Published online by Cambridge University Press: 22 September 2009
[P]oetic reference is not only a question of “the world in the work” but “the work in the world”
– Barrett Watten, Total SyntaxWhen readers today, especially academic readers, think of “the politics of poetic form” in connection with Romanticism, the names that usually come to mind are Blake and Shelley (for the opposition), or Wordsworth and Southey (for the establishment). In the context of 1790–1830, however, and throughout the Euro-American world of the nineteenth and much of the twentieth century, the name that would have been first on everyone's lips was Byron. A political activist in England where he spoke in parliament against capital punishment, later a social pariah who left England for Italy and Greece where he was deeply involved in revolutionary political groups, he finally – famously – died on the west coast of Greece, in the guerilla encampment of Greek Suliotes whom he had joined and personally financed to fight against the Turks for the liberation of Greece.

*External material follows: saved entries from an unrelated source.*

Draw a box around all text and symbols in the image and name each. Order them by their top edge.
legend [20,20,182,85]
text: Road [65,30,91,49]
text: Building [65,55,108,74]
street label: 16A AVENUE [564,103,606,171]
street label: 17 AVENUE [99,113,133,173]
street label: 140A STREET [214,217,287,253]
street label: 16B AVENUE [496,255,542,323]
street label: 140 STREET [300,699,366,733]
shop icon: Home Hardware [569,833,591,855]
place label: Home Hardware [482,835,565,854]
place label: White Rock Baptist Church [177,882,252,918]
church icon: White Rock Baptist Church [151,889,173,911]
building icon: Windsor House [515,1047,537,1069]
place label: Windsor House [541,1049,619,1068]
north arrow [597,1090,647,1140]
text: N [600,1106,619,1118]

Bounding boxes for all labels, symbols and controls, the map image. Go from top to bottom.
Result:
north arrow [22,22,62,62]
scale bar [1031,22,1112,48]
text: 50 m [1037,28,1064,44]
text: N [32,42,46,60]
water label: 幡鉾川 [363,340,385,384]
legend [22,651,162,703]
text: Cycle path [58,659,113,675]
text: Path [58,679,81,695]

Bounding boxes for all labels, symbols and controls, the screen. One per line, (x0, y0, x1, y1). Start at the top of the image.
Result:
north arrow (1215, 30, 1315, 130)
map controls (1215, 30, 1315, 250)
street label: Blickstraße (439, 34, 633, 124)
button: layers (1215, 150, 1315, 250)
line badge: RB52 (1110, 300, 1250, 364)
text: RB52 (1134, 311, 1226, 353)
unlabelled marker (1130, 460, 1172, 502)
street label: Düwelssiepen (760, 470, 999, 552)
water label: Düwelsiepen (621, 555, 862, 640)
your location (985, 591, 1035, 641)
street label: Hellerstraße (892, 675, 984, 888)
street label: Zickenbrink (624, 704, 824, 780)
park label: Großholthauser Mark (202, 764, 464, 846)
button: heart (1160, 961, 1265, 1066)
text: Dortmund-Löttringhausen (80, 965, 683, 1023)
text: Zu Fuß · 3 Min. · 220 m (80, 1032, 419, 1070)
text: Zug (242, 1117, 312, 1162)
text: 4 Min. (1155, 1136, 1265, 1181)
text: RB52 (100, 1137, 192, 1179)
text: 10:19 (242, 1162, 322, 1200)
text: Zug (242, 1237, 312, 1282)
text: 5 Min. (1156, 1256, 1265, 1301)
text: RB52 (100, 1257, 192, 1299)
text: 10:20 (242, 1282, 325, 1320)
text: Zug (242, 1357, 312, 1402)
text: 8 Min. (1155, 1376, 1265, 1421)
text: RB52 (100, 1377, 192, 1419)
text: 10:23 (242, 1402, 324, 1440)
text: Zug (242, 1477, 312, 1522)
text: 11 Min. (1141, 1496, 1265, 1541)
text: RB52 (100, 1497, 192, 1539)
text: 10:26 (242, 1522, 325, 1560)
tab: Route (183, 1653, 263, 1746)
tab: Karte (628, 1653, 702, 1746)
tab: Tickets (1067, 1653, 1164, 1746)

English public opinion, after worshipping at his shrine for almost five years (1812–1816), finally decided he was the single greatest threat to the country's public morals and social order. This judgment of Byron is written for anyone to see in the English public press of the years 1816–1824. It seems astonishing to us today, and yet it is the simplest fact. We are surprised partly because we do not easily imagine any single person having the kind of political significance which Byron evidently did have.